» **Task goal**:
Filter the entries for lines with the word "names".

» **Data for this exercise**:
··········
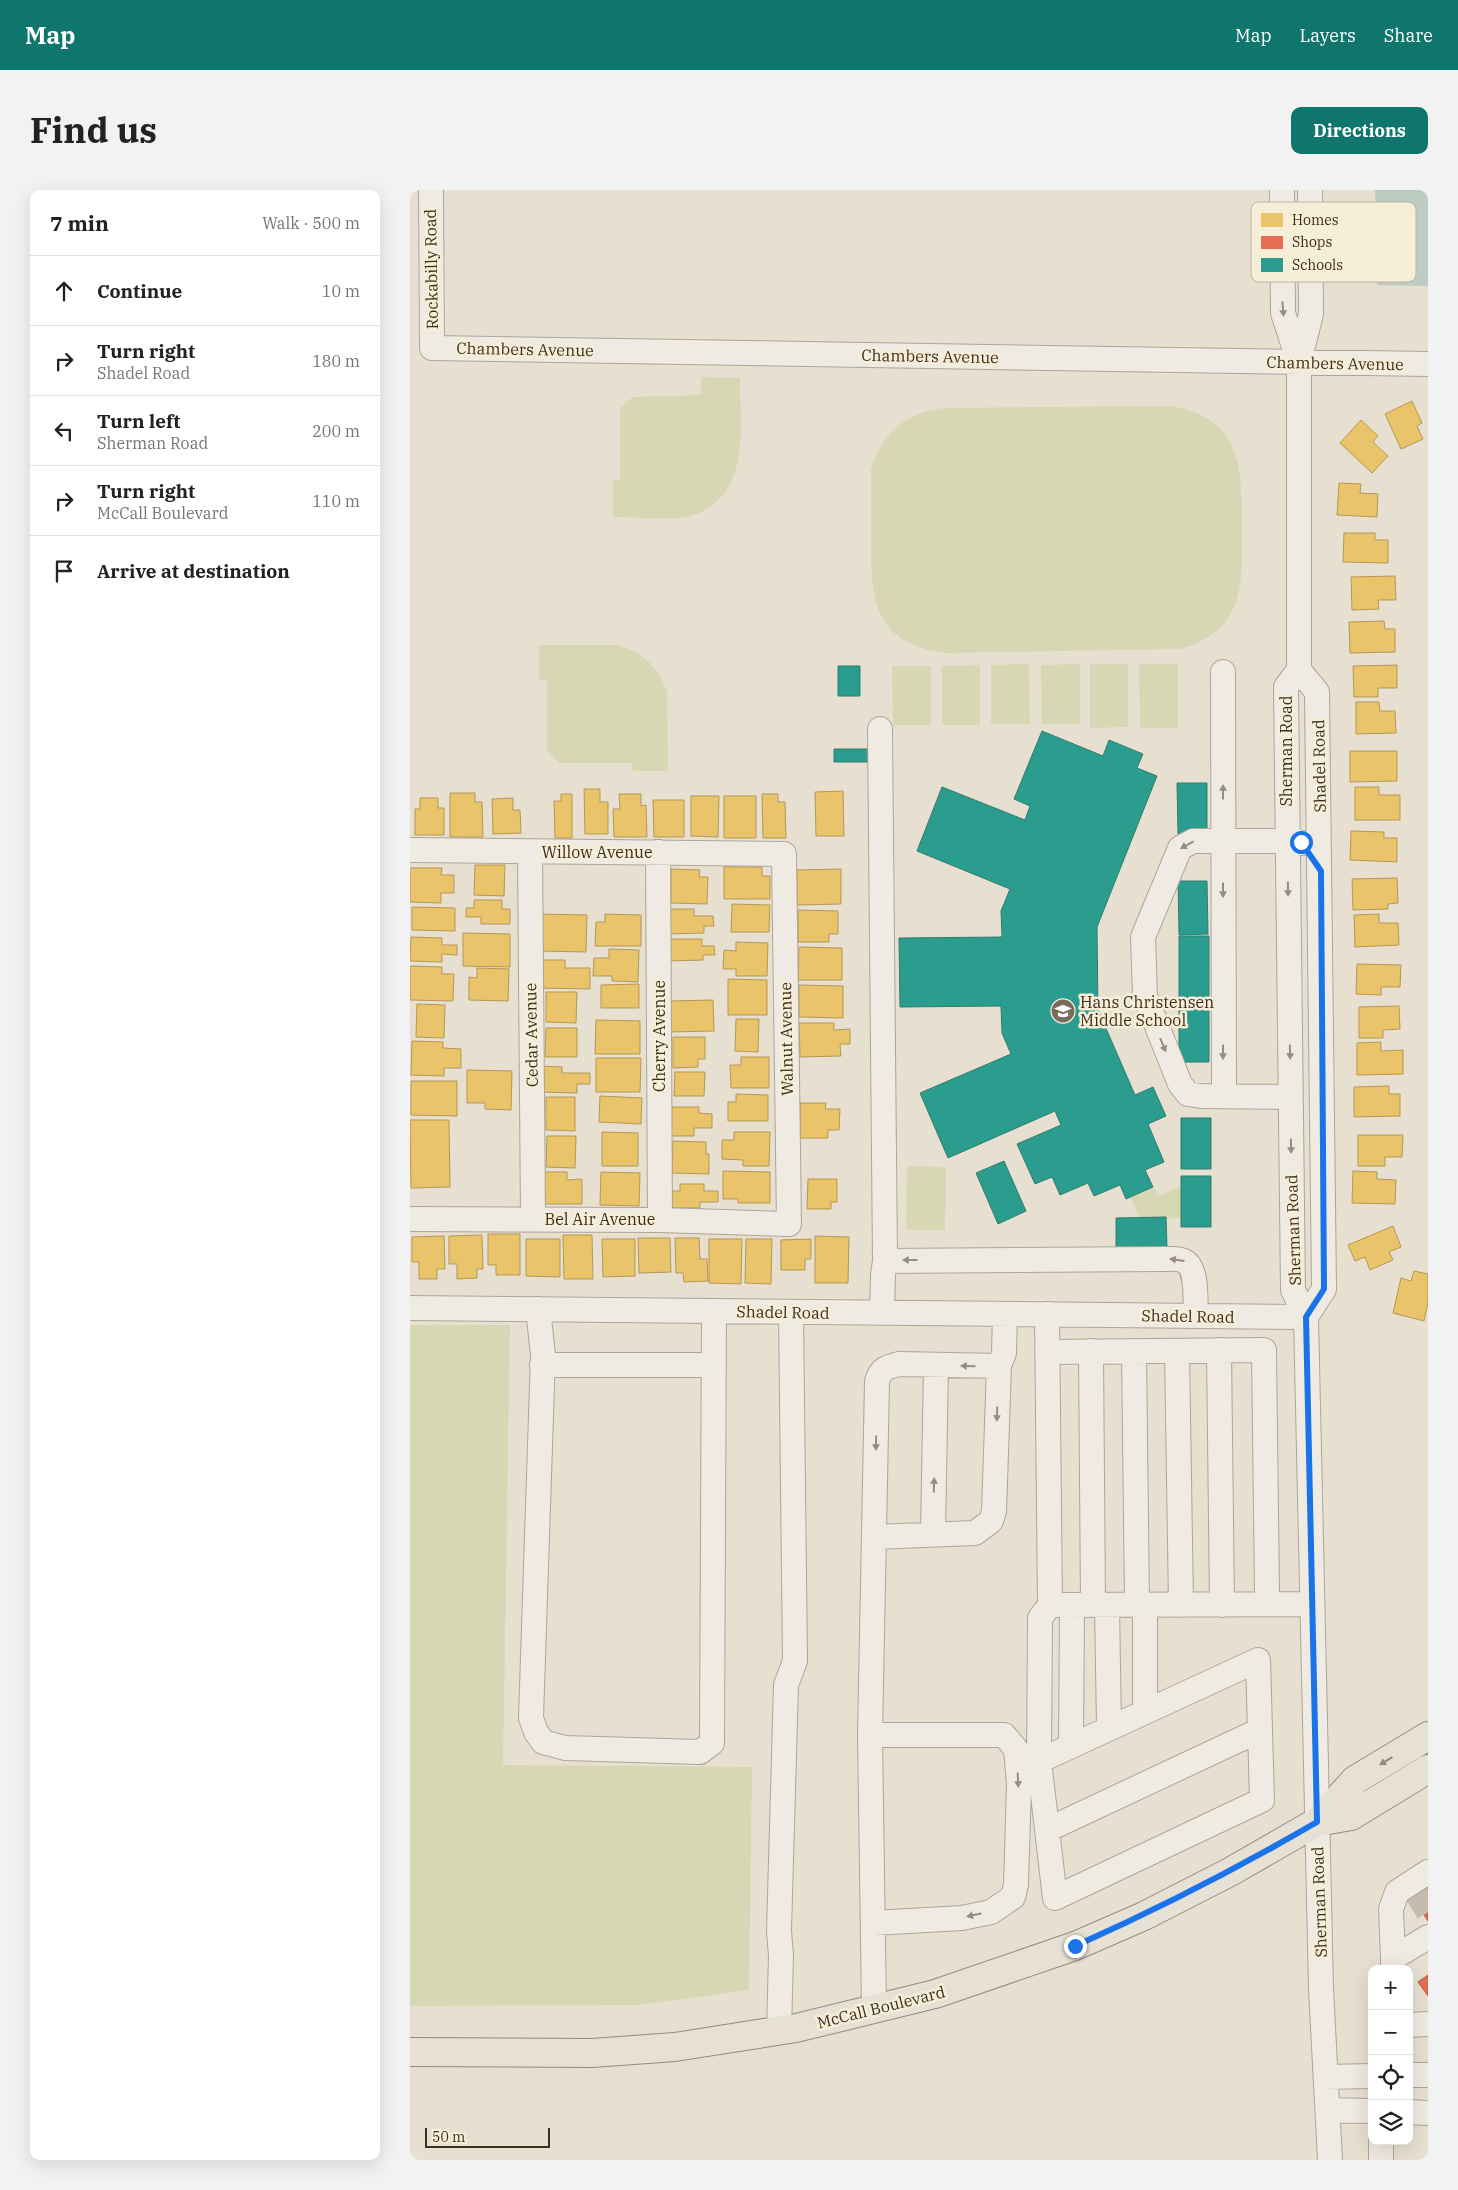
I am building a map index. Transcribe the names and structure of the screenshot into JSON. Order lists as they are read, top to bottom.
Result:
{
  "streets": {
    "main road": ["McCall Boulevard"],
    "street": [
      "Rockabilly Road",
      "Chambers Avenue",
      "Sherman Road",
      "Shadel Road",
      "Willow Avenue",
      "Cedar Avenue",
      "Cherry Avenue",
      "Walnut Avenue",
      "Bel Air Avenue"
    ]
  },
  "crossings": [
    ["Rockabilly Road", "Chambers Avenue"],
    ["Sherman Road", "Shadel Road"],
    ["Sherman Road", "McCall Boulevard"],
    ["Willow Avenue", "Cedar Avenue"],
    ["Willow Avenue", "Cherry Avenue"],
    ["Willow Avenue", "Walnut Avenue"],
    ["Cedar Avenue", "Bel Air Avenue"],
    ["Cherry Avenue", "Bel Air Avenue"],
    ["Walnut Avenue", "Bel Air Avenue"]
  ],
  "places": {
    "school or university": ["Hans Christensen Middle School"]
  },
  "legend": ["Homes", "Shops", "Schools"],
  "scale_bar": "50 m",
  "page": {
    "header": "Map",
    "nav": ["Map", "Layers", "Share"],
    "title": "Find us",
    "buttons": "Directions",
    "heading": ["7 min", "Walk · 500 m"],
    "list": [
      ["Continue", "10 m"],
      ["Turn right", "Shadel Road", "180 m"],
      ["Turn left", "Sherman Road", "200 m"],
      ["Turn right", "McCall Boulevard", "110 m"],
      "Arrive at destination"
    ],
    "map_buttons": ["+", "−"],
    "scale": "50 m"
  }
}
··········
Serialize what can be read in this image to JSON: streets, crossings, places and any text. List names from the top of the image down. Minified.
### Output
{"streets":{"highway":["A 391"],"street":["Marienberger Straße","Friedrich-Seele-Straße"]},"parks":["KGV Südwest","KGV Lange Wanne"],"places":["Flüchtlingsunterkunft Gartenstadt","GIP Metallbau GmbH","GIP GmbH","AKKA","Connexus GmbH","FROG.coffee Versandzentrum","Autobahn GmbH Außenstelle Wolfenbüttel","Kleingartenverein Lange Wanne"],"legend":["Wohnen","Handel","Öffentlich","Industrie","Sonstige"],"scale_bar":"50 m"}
··········
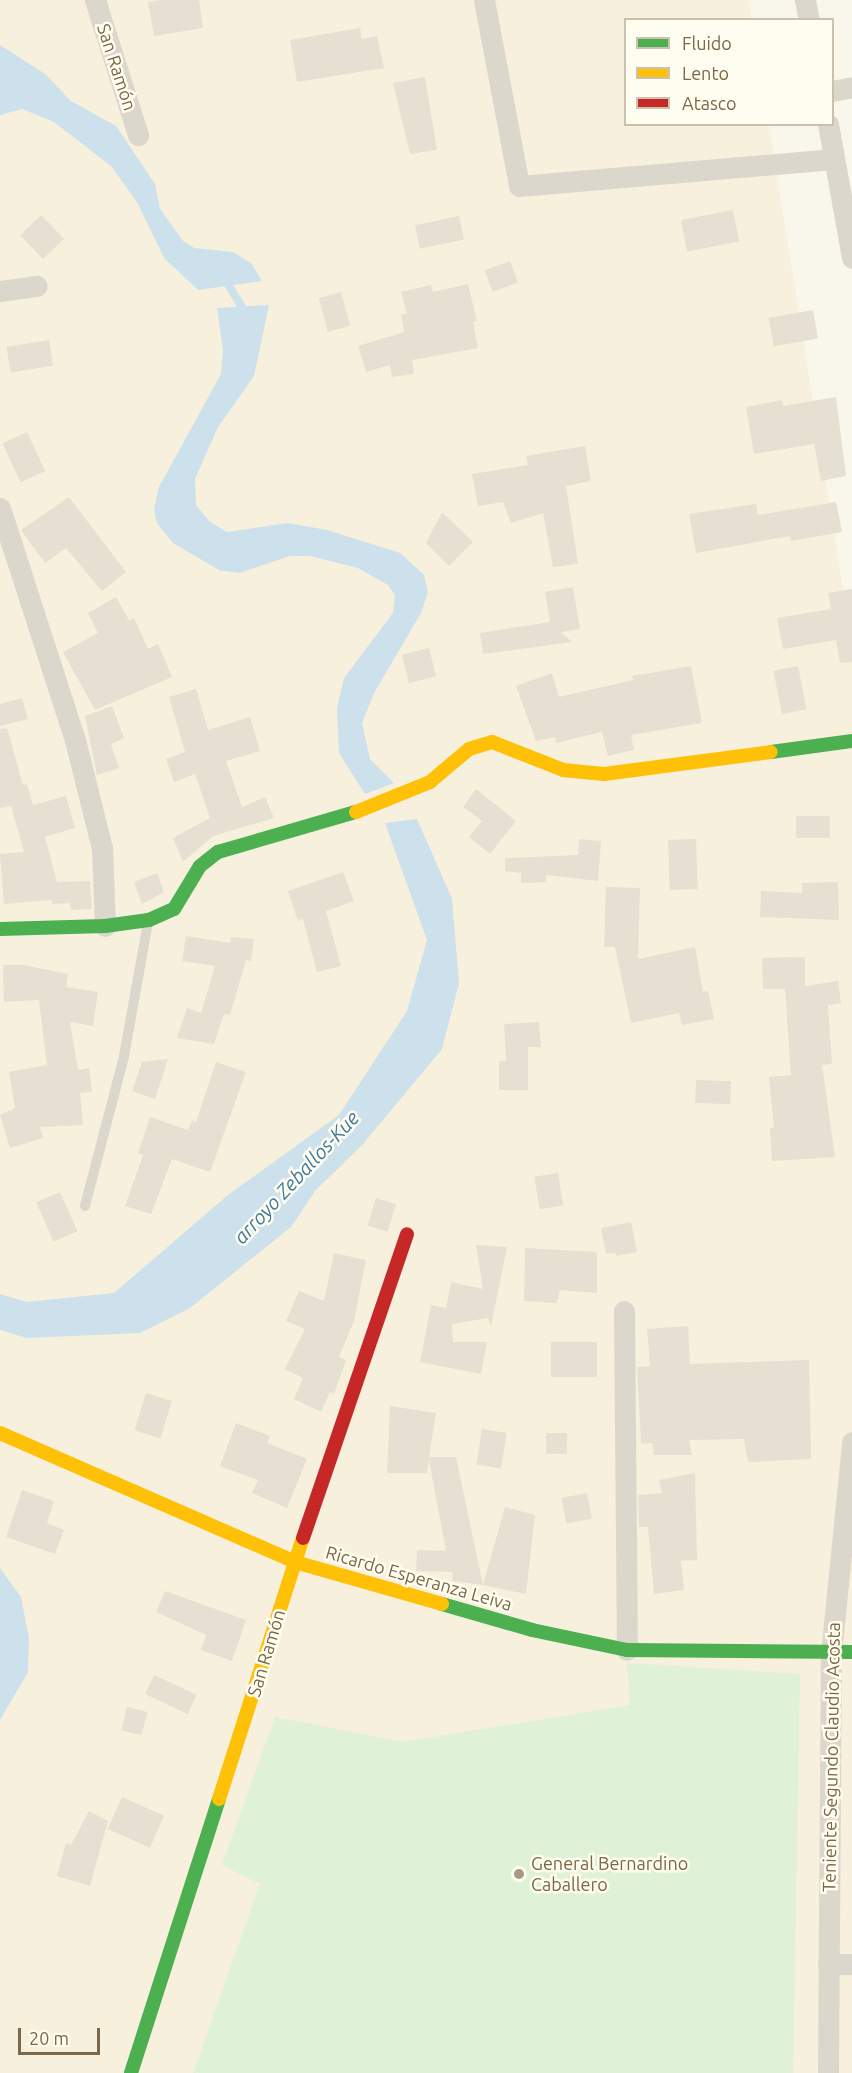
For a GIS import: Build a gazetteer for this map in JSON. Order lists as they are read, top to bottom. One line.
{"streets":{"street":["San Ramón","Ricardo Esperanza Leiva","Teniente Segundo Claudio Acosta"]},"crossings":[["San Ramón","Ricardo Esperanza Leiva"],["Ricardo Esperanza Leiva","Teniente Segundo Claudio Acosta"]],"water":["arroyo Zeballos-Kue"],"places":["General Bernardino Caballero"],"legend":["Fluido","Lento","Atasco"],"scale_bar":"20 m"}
··········
» **Task answer**:
I am building a map index. Transcribe the names and structure of the screenshot into JSON. Order lists as they are read, top to bottom.
Serialize what can be read in this image to JSON: streets, crossings, places and any text. List names from the top of the image down. Minified.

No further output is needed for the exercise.